Collected data:
----------------
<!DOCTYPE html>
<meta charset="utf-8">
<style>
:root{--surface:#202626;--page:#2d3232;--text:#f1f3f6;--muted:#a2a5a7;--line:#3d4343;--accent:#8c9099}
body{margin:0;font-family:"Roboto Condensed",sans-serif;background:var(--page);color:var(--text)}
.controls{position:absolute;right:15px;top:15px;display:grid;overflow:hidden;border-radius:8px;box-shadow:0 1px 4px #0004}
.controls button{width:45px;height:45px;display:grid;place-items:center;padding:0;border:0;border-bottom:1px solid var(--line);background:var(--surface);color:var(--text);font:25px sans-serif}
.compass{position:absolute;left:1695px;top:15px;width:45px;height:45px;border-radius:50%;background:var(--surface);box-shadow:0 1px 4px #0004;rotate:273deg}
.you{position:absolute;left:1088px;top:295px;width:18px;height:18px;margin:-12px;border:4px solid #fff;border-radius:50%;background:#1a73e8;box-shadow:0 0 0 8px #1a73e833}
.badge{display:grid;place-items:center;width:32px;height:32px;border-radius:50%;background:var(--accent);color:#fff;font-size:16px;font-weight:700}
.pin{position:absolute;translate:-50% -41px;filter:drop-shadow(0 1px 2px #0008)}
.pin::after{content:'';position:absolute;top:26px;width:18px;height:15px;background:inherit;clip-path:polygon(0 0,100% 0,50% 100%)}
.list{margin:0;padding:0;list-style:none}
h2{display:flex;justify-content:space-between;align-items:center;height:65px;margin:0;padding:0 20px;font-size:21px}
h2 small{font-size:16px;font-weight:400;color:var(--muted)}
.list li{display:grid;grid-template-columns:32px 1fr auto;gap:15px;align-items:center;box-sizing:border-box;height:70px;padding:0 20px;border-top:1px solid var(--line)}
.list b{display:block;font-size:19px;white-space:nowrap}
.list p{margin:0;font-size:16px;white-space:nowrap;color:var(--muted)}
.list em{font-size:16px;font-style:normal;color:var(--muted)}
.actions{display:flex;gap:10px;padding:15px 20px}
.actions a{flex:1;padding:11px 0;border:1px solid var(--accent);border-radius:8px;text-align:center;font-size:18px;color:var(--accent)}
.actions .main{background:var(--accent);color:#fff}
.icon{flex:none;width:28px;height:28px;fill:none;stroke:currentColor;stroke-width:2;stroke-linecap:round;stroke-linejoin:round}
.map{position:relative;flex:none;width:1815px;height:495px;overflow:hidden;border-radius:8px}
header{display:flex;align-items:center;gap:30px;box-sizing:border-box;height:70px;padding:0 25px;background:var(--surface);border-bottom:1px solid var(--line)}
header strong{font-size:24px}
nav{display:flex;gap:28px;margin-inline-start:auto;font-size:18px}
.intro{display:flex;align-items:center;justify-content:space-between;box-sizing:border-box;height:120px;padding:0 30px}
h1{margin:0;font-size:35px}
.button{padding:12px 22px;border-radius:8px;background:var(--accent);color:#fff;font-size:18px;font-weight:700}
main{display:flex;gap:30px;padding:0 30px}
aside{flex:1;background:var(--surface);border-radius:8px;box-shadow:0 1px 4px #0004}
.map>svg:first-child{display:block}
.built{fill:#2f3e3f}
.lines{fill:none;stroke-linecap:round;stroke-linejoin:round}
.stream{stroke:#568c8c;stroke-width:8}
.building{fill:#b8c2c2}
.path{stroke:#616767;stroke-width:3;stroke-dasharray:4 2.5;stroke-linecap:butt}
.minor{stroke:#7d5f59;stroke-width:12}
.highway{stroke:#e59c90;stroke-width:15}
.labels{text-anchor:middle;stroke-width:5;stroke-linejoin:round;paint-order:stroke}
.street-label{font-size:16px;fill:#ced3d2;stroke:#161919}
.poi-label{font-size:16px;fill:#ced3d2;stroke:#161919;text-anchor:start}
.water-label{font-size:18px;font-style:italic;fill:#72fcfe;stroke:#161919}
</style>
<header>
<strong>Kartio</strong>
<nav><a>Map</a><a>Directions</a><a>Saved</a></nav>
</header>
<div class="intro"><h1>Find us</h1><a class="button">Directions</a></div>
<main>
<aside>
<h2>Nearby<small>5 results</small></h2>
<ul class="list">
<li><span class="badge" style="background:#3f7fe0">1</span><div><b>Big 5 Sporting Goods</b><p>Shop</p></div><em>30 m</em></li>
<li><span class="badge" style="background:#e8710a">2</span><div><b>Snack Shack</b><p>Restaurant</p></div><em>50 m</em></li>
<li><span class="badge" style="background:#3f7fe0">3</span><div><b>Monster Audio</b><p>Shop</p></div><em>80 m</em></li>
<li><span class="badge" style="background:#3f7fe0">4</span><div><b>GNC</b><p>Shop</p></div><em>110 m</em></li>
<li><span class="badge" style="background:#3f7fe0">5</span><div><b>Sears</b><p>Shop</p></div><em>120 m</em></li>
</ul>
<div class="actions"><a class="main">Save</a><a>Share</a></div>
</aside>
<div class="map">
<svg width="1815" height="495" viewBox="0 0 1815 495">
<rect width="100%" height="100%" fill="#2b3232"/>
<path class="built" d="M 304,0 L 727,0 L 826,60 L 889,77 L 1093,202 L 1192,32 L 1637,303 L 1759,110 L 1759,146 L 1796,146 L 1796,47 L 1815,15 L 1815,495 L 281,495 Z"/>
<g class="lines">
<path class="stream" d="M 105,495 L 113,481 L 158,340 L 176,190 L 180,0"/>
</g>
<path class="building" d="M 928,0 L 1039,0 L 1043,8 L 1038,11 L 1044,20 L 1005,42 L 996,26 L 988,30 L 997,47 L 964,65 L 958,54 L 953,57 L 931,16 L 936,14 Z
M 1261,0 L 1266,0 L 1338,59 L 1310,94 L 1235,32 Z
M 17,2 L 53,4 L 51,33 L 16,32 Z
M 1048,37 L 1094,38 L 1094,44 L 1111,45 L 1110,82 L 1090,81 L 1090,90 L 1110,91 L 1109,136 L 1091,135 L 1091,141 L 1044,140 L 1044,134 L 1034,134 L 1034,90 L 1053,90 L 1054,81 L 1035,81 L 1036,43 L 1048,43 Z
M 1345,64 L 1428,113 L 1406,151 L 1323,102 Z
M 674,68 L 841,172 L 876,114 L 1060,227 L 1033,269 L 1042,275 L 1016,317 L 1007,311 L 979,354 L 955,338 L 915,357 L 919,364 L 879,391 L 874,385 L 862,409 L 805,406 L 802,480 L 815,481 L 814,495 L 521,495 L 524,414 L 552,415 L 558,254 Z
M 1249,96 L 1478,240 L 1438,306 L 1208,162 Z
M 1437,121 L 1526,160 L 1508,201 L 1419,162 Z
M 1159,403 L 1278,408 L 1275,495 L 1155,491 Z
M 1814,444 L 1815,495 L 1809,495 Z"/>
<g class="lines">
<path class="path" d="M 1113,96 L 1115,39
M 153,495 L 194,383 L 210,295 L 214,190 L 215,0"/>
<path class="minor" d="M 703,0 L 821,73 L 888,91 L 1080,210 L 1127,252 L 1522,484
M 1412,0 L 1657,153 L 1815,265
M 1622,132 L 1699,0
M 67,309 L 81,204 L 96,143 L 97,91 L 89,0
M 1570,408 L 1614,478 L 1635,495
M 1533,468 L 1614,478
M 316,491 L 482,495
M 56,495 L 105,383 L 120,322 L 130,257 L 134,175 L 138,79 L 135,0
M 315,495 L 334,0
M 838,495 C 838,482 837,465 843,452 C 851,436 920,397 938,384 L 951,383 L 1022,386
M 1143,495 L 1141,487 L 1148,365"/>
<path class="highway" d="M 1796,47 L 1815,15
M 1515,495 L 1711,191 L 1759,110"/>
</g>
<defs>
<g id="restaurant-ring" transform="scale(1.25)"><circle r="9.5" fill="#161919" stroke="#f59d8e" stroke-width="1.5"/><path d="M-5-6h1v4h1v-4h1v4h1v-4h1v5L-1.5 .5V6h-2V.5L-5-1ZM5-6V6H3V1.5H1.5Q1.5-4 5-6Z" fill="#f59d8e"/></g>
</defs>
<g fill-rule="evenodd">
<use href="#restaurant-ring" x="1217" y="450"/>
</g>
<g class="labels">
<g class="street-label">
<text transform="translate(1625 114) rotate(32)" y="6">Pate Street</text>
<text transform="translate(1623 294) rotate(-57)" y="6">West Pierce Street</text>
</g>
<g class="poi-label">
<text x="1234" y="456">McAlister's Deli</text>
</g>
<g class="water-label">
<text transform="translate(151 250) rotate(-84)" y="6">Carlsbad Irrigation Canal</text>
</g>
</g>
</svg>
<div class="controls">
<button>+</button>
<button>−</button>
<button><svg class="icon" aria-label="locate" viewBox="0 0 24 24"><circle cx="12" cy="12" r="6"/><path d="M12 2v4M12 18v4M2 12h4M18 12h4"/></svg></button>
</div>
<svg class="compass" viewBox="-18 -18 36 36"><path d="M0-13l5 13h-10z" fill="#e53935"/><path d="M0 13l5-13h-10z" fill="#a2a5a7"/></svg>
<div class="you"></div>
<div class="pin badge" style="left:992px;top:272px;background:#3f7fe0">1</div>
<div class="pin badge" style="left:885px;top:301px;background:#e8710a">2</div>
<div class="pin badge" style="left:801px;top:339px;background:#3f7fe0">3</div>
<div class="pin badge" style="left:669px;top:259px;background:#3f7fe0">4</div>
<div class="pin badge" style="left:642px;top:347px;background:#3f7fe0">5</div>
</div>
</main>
----------------
* [Exercise instructions]
When a line among the entries contains "absolute", pull that line out.

* [Solved exercise]
.controls{position:absolute;right:15px;top:15px;display:grid;overflow:hidden;border-radius:8px;box-shadow:0 1px 4px #0004}
.compass{position:absolute;left:1695px;top:15px;width:45px;height:45px;border-radius:50%;background:var(--surface);box-shadow:0 1px 4px #0004;rotate:273deg}
.you{position:absolute;left:1088px;top:295px;width:18px;height:18px;margin:-12px;border:4px solid #fff;border-radius:50%;background:#1a73e8;box-shadow:0 0 0 8px #1a73e833}
.pin{position:absolute;translate:-50% -41px;filter:drop-shadow(0 1px 2px #0008)}
.pin::after{content:'';position:absolute;top:26px;width:18px;height:15px;background:inherit;clip-path:polygon(0 0,100% 0,50% 100%)}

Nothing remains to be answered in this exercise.